You can see here (and posted below) how I describe pathogenic with responsibility and salutogenic as an opportunity approach. To understand the universality of this application, Umair Haque, in his wonderful book, Betterness, explains the existing paradigm as pathogenic and recommends we adopt the new Betterness paradigm he proposes in his book because of the benefits to everyone and everything.

From my reading, I understand Phil Jackson discussed responsibility with autonomy because he believe autonomy was earned by those who had taken the responsibility to learn and develop the necessary skills and knowledge. Also because he explained how the outcome was about the tribe more so than the individual, it required the development of skill and knowledge to be able to contribute to the greater good of the tribe.

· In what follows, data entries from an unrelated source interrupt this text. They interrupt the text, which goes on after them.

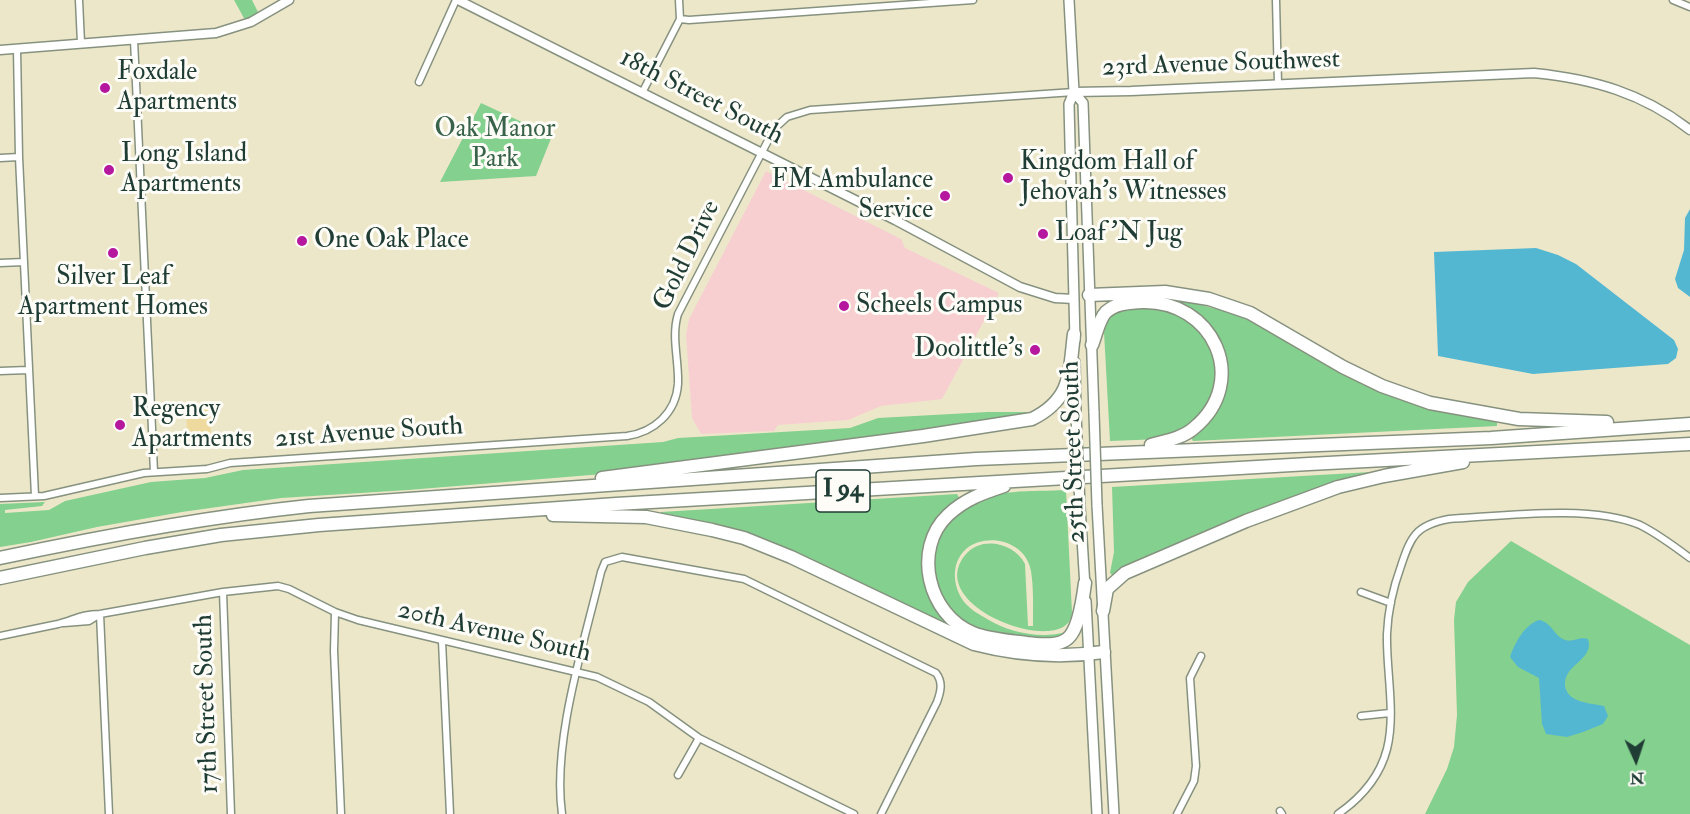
<!DOCTYPE html>
<html>
<head>
<meta charset="utf-8">
<style>
  body { margin:0 }
  #map { position:relative; width:1690px; height:814px; overflow:hidden; background:#ede7ca; font-family:"IM FELL Double Pica",serif }
  canvas { display:block }
  .north { position:absolute; left:1606px; top:730px; width:60px; height:60px; -webkit-text-stroke:4px #fdfcf7; paint-order:stroke; rotate:177deg; font-size:16px; font-weight:700; line-height:24px; text-align:center; color:#1f3d34 }
  .north::after { content:''; display:block; margin:auto; width:21px; height:27px; background:#1f3d34; clip-path:polygon(50% 0,100% 100%,50% 72%,0 100%) }
</style>
</head>
<body>
<div id="map">
<canvas width="1690" height="814"></canvas>
<div class="north">N</div>
</div>
<script>
const ctx = document.querySelector('canvas').getContext('2d');
ctx.lineJoin = 'round';
function fillPath(path, color) { ctx.fillStyle = color; ctx.fill(path, 'evenodd'); }
function strokePath(path, color, width, dash) { ctx.strokeStyle = color; ctx.lineWidth = width; ctx.lineCap = dash ? 'butt' : 'round'; ctx.setLineDash(dash || []); ctx.stroke(path); }
function write(font, color, halo, rows, align = 'center') {
  ctx.font = font + ' "IM FELL Double Pica",serif'; ctx.lineWidth = 6; ctx.setLineDash([]); ctx.textBaseline = 'middle'; ctx.strokeStyle = halo; ctx.fillStyle = color; for (const [text, x, y, turn = 0] of rows) {
    ctx.save(); ctx.translate(x, y); ctx.rotate((+turn || 0) * Math.PI / 180); ctx.textAlign = isNaN(turn) ? turn : align; if (halo) ctx.strokeText(text, 0, 0); ctx.fillText(text, 0, 0); ctx.restore();
  }
}
fillPath(new Path2D(`
  M 766,171 L 901,239 L 905,248 L 999,293 L 942,399 L 881,406 L 848,420 L 778,425 L 774,431 L 701,434 L 692,418 L 686,335 L 689,319 Z`), '#f7cfd1');
fillPath(new Path2D(`
  M 234,0 L 252,0 L 259,14 L 245,20 Z
  M 481,103 L 552,136 L 536,176 L 440,182 Z
  M 1164,298 L 1186,301 L 1239,315 L 1438,410 L 1497,422 L 1497,426 L 1193,441 L 1191,437 C 1232,411 1241,354 1205,320 C 1193,309 1178,304 1164,298 Z
  M 1144,307 L 1173,310 L 1202,329 L 1218,363 L 1216,394 L 1192,426 L 1162,439 L 1110,441 L 1104,332 C 1111,307 1121,309 1144,307 Z
  M 988,412 L 1034,412 L 1031,417 L 627,472 L 408,490 L 281,498 L 182,512 L 97,527 L 31,542 L 0,547 L 0,504 L 45,502 L 42,506 L 5,510 L 5,513 L 49,510 L 65,501 L 151,482 L 205,478 L 243,470 L 663,442 L 678,438 L 696,437 L 850,428 L 878,418 Z
  M 1371,472 L 1372,476 L 1248,519 L 1112,575 L 1110,573 L 1114,552 L 1112,487 Z
  M 1066,490 L 1072,613 C 1068,660 920,607 966,554 C 983,535 1015,544 1025,564 L 1028,626 L 1033,626 C 1033,612 1034,581 1030,567 C 1023,541 987,532 966,549 C 949,564 953,592 968,606 C 974,612 981,615 987,619 C 1010,633 1041,639 1066,632 L 1063,637 C 1052,638 1039,641 1027,640 C 1017,640 1006,636 995,634 C 990,633 983,632 978,630 C 929,607 916,539 963,507 C 991,488 1033,492 1066,490 Z
  M 957,494 L 960,499 L 924,564 L 960,634 L 825,569 L 660,517 L 661,512 Z
  M 1511,541 L 1690,645 L 1690,814 L 1425,814 L 1447,769 L 1454,747 L 1457,715 L 1454,620 L 1456,602 L 1468,582 Z`), '#84d08e');
fillPath(new Path2D(`
  M 210,405 L 211,436 L 187,437 L 186,406 Z`), '#eeda9e');
fillPath(new Path2D(`
  M 1690,209 L 1690,297 L 1678,288 L 1675,279 L 1684,250 L 1685,218 Z
  M 1536,248 L 1558,255 L 1576,264 L 1674,340 L 1678,349 L 1676,358 L 1668,364 L 1533,374 L 1438,356 L 1434,252 Z
  M 1539,620 C 1551,622 1554,635 1563,639 C 1571,644 1579,636 1588,639 C 1595,660 1563,664 1565,686 C 1568,703 1590,703 1604,706 L 1608,716 L 1603,724 L 1583,732 L 1567,737 L 1546,734 L 1542,724 L 1539,678 L 1518,667 L 1510,657 C 1515,643 1524,625 1539,620 Z`), '#54b7d2');
const minor = new Path2D(`
  M 79,0 L 81,43
  M 1276,0 L 1278,84
  M 1673,0 L 1690,7
  M 680,19 L 689,20 L 973,0
  M 134,40 L 154,472
  M 17,49 L 19,157 L 35,496
  M 419,82 L 456,0
  M 642,93 L 680,19 L 679,0
  M 0,158 L 19,157
  M 0,263 L 24,262
  M 0,371 L 28,370
  M 0,498 L 44,496 L 144,473 L 207,469 L 230,463 L 627,436 C 654,432 676,413 678,384 C 679,360 671,337 678,314 L 774,129 L 787,117 L 810,110 L 1074,92
  M 223,592 L 231,814
  M 1361,592 L 1391,603
  M 335,612 L 334,651 L 341,814
  M 100,614 L 109,814
  M 64,623 L 89,621 L 100,614
  M 0,636 C 19,632 39,628 58,624 C 74,620 81,614 100,614 L 223,592 L 278,586 L 289,589 L 335,612 L 358,620 L 597,677 L 649,702 L 699,738 L 854,814
  M 442,641 L 450,814
  M 1361,716 L 1390,713
  M 678,775 L 699,738
  M 1280,811 L 1282,814
  M 562,814 C 552,741 584,644 601,572 L 605,562 L 622,557 L 744,579 L 936,673 C 943,682 941,691 937,702 L 881,814
  M 1177,814 L 1194,781 L 1196,766 L 1190,678 L 1201,656
  M 1338,814 C 1361,798 1380,776 1387,749 C 1396,713 1386,670 1387,634 C 1388,610 1393,588 1401,566 C 1411,536 1416,525 1449,519 C 1503,516 1591,504 1640,525 C 1658,534 1674,546 1690,558`);
const tertiary = new Path2D(`
  M 458,0 L 895,220 L 1020,287 L 1055,298 L 1074,299
  M 0,50 L 216,33 L 251,22 L 289,0
  M 1074,92 L 1131,91 L 1534,73 C 1593,79 1643,93 1690,130`);
const secondary = new Path2D(`
  M 1069,0 L 1074,92 L 1069,104 L 1075,340
  M 1074,92 L 1083,103 L 1094,413
  M 1075,362 L 1076,414
  M 1097,505 L 1114,814
  M 1080,506 L 1085,587
  M 1086,601 L 1097,814`);
const motorway = new Path2D(`
  M 1089,295 L 1165,292 L 1209,299 L 1250,313 L 1343,367 L 1382,386 L 1430,403 L 1519,419 L 1607,422
  M 1092,345 C 1096,335 1099,319 1106,312 C 1116,303 1129,303 1141,302 C 1213,299 1251,381 1194,428 C 1183,438 1165,441 1151,445
  M 602,478 L 923,436 L 1032,419 C 1072,399 1069,374 1074,334
  M 1004,486 C 983,493 965,499 948,515 C 912,549 928,615 973,633 C 987,639 1011,641 1027,643 C 1039,644 1057,647 1067,639 C 1079,630 1083,598 1085,583
  M 553,515 L 646,517 L 712,530 L 744,538 L 791,557 L 974,644 C 1016,655 1061,658 1104,652
  M 0,558 C 103,536 205,517 309,506 L 976,459 L 1491,438 L 1690,424
  M 0,578 L 145,548 L 221,535 L 319,525 L 616,504 L 1309,464 L 1690,444
  M 1103,611 L 1107,589 L 1125,573 L 1246,521 L 1338,487 L 1384,476 L 1463,462`);
strokePath(minor, '#86927f', 9);
strokePath(tertiary, '#86927f', 11);
strokePath(secondary, '#86927f', 12);
strokePath(motorway, '#86927f', 15);
strokePath(minor, '#fff', 6);
strokePath(tertiary, '#fff', 8);
strokePath(secondary, '#fff', 9);
strokePath(motorway, '#fff', 12);
const secondaryBridge = new Path2D(`
  M 1094,413 L 1097,505
  M 1076,414 L 1080,506`);
strokePath(secondaryBridge, '#86927f', 12, []);
strokePath(secondaryBridge, '#fff', 9);
for (const [x, y, r, color] of [
  [105,88,6,"#b5179e"],
  [109,170,6,"#b5179e"],
  [1008,178,6,"#b5179e"],
  [945,196,6,"#b5179e"],
  [1043,234,6,"#b5179e"],
  [302,241,6,"#b5179e"],
  [113,253,6,"#b5179e"],
  [844,306,6,"#b5179e"],
  [1035,350,6,"#b5179e"],
  [120,425,6,"#b5179e"]
]) { const dot = new Path2D(); dot.arc(x, y, r, 0, 2 * Math.PI); ctx.fillStyle = color; ctx.fill(dot); strokePath(dot, '#fdfcf7', 2); }
for (const [x, y, w] of [
  [843,491,54]
]) { const box = new Path2D(); box.roundRect(x - w / 2, y - 21, w, 42, 4.5); ctx.fillStyle = '#fdfcf7'; ctx.fill(box); strokePath(box, '#1f3d34', 1.5); }
write('bold 24px', '#1f3d34', null, [
  ["I 94",843,491]
]);
write('26px', '#1f3d34', '#fdfcf7', [
  ["23rd Avenue Southwest",1221,65,-2],
  ["18th Street South",701,98,27],
  ["Gold Drive",688,256,-64],
  ["21st Avenue South",369,434,-4],
  ["25th Street South",1075,452,-92],
  ["20th Avenue South",494,633,13],
  ["17th Street South",208,704,-92]
]);
write('26px', '#1f3d34', '#fdfcf7', [
  ["Foxdale",117,73],
  ["Apartments",117,103],
  ["Long Island",121,155],
  ["Apartments",121,185],
  ["Kingdom Hall of",1020,163],
  ["Jehovah's Witnesses",1020,193],
  ["FM Ambulance",933,181,"right"],
  ["Service",933,211,"right"],
  ["Loaf 'N Jug",1055,234],
  ["One Oak Place",314,241],
  ["Silver Leaf",113,278,"center"],
  ["Apartment Homes",113,308,"center"],
  ["Scheels Campus",856,306],
  ["Doolittle's",1023,350,"right"],
  ["Regency",132,410],
  ["Apartments",132,440]
], 'left');
write('26px', '#38624a', '#fdfcf7', [
  ["Oak Manor",495,130],
  ["Park",495,160]
]);
</script>
</body>
</html>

To me, this means if we hope to have the opportunity to be able to autonomously  self direct and create the life we want, we must take the opportunity to grow by doing the work necessary to gain the skills, abilities and relationships that can help. We can’t know what is needed before so we must seek to grow as much as we can by building and developing. Of course doing this helps create the life we want more likely now and int he future. The point he was making with his team was how they were not individuals but a team and for them to win, they had to think about how they could function independently in such a way so that it contributed to the whole or the team’s outcome. This is how nature works also, each cell is autonomous and functions on its own – but in a way that contributes to the whole system. It seems if we also think about how to function so that we can contribute to improving the whole, it would benefit all because we will be creating interactions so everyone and everything benefits.